PROVIDED DATA:
'''
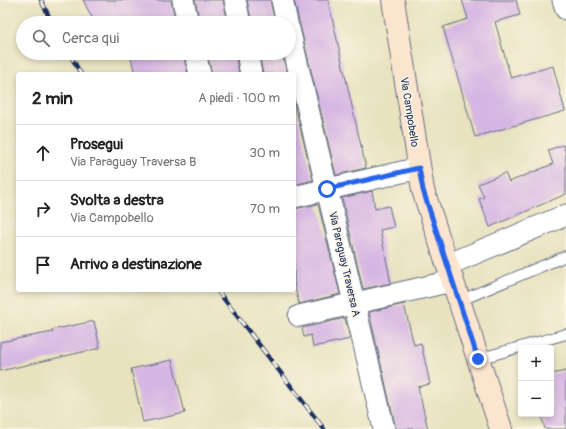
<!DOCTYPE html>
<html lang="it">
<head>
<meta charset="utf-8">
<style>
  :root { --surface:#fff; --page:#f2f2f2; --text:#222; --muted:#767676; --line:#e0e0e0 }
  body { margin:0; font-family:Pangolin,sans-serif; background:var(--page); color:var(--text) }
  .controls { position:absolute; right:12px; bottom:12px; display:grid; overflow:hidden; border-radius:4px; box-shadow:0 2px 6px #0003 }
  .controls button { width:36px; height:36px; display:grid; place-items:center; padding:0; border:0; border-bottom:1px solid var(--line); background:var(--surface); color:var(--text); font:20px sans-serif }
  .stop { position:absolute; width:12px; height:12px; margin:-9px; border:3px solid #2563eb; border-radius:50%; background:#fff }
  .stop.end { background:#2563eb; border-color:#fff; box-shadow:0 1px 4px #0008 }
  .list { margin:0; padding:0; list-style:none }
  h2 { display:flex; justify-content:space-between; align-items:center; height:52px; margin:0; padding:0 16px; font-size:17px }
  h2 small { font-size:13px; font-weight:400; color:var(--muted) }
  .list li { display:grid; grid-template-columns:26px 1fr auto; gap:12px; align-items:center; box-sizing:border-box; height:56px; padding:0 16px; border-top:1px solid var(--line) }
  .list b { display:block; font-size:15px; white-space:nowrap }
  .list p { margin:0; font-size:13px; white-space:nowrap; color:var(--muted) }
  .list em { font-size:13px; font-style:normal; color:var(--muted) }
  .icon { flex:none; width:22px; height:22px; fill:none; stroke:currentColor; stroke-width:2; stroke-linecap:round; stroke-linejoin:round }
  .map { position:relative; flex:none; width:566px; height:429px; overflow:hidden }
  .search { position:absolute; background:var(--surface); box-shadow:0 2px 6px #0003; left:16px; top:16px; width:280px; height:44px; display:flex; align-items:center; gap:10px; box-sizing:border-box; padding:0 14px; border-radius:22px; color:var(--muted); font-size:15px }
  .panel { position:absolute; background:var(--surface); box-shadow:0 2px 6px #0003; left:16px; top:72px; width:280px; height:220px; border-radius:4px }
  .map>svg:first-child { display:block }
</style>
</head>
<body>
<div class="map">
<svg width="566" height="429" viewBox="0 0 566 429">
  <rect width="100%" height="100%" fill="#fcf5e5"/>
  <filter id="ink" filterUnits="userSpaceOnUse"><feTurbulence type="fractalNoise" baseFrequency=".025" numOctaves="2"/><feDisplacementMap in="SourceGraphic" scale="8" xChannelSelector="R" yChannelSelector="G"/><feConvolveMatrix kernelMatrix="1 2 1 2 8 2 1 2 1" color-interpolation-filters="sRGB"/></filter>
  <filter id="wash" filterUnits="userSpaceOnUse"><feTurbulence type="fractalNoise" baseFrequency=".012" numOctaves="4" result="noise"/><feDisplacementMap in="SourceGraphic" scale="16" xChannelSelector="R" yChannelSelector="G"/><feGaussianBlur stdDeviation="0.9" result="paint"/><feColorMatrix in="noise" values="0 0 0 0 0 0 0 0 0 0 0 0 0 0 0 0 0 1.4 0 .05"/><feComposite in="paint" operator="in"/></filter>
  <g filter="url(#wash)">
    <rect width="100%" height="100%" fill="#e8e2bf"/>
    <g id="blocks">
      <!-- building -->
      <g fill="#d6b6e3">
        <polygon points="83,0 171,0 176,23 95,23"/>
        <polygon points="195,0 223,0 228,23 200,23"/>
        <polygon points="247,0 270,0 275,23 252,23"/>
        <polygon points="294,0 328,0 366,168 336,175"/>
        <polygon points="462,0 516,0 520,15 495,22 511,78 553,66 565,111 475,137 443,27 468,19"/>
        <polygon points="130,53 183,53 188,74 135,74"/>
        <polygon points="207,53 235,53 239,74 212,74"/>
        <polygon points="259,53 282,53 287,74 263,74"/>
        <polygon points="294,102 313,180 294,185"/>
        <polygon points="563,145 566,154 566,194 490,227 479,199 484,197 478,184 505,173 509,182 553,164 548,150"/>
        <polygon points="372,191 375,209 389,206 394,227 380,230 391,283 363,289 342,198"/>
        <polygon points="318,204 340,294 299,304 294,283 294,209"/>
        <polygon points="404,304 414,345 421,343 430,384 418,387 428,429 396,429 369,312"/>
        <polygon points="345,318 350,339 313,347 311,335 304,337 302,328"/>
        <polygon points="94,321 100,348 0,371 0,342 53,332 52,330"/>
        <polygon points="172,360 185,413 143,422 131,369"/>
        <polygon points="566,371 566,429 545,429 541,414 551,414 551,374"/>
      </g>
    </g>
  </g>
  <g filter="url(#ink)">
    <use href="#blocks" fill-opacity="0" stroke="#636e80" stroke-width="1"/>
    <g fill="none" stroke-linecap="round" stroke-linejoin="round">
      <!-- service casing -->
      <g stroke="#636e80" stroke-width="12">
        <g id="service">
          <polyline points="459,301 566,256"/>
          <polyline points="478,359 566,334"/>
        </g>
      </g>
      <!-- minor casing -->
      <g stroke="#636e80" stroke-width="23">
        <g id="minor">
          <polyline points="183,0 188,23"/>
          <polyline points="235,0 240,23"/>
          <polyline points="282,0 287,23"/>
          <polyline points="563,0 566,9"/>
          <polyline points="289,29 384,429"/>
          <polyline points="195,53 200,74"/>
          <polyline points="247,53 251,74"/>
          <polyline points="294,197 419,168"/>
          <polyline points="447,265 566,215"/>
          <polyline points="299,316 452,281"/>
        </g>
      </g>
      <!-- secondary casing -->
      <g stroke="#636e80" stroke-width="24">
        <polyline id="secondary" points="393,0 423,190 501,429"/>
      </g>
      <!-- service -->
      <use href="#service" stroke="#fff" stroke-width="10"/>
      <!-- minor -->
      <use href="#minor" stroke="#fff" stroke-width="21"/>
      <!-- secondary -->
      <use href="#secondary" stroke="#fce5cf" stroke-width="22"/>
      <!-- rail casing -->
      <g stroke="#1b2f5e" stroke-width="4.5">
        <g id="rail">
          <polyline points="41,0 52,23"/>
          <polyline points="69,53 81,74"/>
          <polyline points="217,290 324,429"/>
        </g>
      </g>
      <!-- rail -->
      <use href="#rail" stroke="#fcf5e5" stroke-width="3" stroke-dasharray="9" stroke-linecap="butt"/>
    </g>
  </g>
  <g fill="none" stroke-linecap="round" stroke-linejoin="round" filter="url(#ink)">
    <!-- route -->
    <polyline stroke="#2563eb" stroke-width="5" points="327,189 419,168 423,190 478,359"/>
  </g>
  <g text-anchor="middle" stroke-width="3" stroke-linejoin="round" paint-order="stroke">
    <!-- street labels -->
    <g font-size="11" fill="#1b2f5e" stroke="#fcf5e5">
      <text transform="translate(410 112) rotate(81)" y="4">Via Campobello</text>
      <text transform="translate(345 264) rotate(77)" y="4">Via Paraguay Traversa A</text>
    </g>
  </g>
</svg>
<div class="controls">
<button>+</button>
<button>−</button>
</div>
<div class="stop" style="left:327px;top:189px"></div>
<div class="stop end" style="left:478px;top:359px"></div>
<div class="search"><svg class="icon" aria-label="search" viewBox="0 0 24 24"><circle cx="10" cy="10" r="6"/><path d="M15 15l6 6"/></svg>Cerca qui</div>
<section class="panel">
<h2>2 min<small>A piedi · 100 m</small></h2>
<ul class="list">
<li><svg class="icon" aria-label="ahead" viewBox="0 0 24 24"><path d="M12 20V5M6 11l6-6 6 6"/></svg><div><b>Prosegui</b><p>Via Paraguay Traversa B</p></div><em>30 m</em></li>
<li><svg class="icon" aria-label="right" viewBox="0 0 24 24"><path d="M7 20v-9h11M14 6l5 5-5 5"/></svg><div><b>Svolta a destra</b><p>Via Campobello</p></div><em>70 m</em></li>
<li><svg class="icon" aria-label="arrive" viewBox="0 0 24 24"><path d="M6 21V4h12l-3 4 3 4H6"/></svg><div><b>Arrivo a destinazione</b></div></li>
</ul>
</section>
</div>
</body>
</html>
'''
Reproduce exactly the lines of the records above from the one with "display:block; font-size:15px; white-space:nowrap" to the one with "#0003; left:16px; top:72px;", both included, and leave out everything else.

REPLY:
  .list b { display:block; font-size:15px; white-space:nowrap }
  .list p { margin:0; font-size:13px; white-space:nowrap; color:var(--muted) }
  .list em { font-size:13px; font-style:normal; color:var(--muted) }
  .icon { flex:none; width:22px; height:22px; fill:none; stroke:currentColor; stroke-width:2; stroke-linecap:round; stroke-linejoin:round }
  .map { position:relative; flex:none; width:566px; height:429px; overflow:hidden }
  .search { position:absolute; background:var(--surface); box-shadow:0 2px 6px #0003; left:16px; top:16px; width:280px; height:44px; display:flex; align-items:center; gap:10px; box-sizing:border-box; padding:0 14px; border-radius:22px; color:var(--muted); font-size:15px }
  .panel { position:absolute; background:var(--surface); box-shadow:0 2px 6px #0003; left:16px; top:72px; width:280px; height:220px; border-radius:4px }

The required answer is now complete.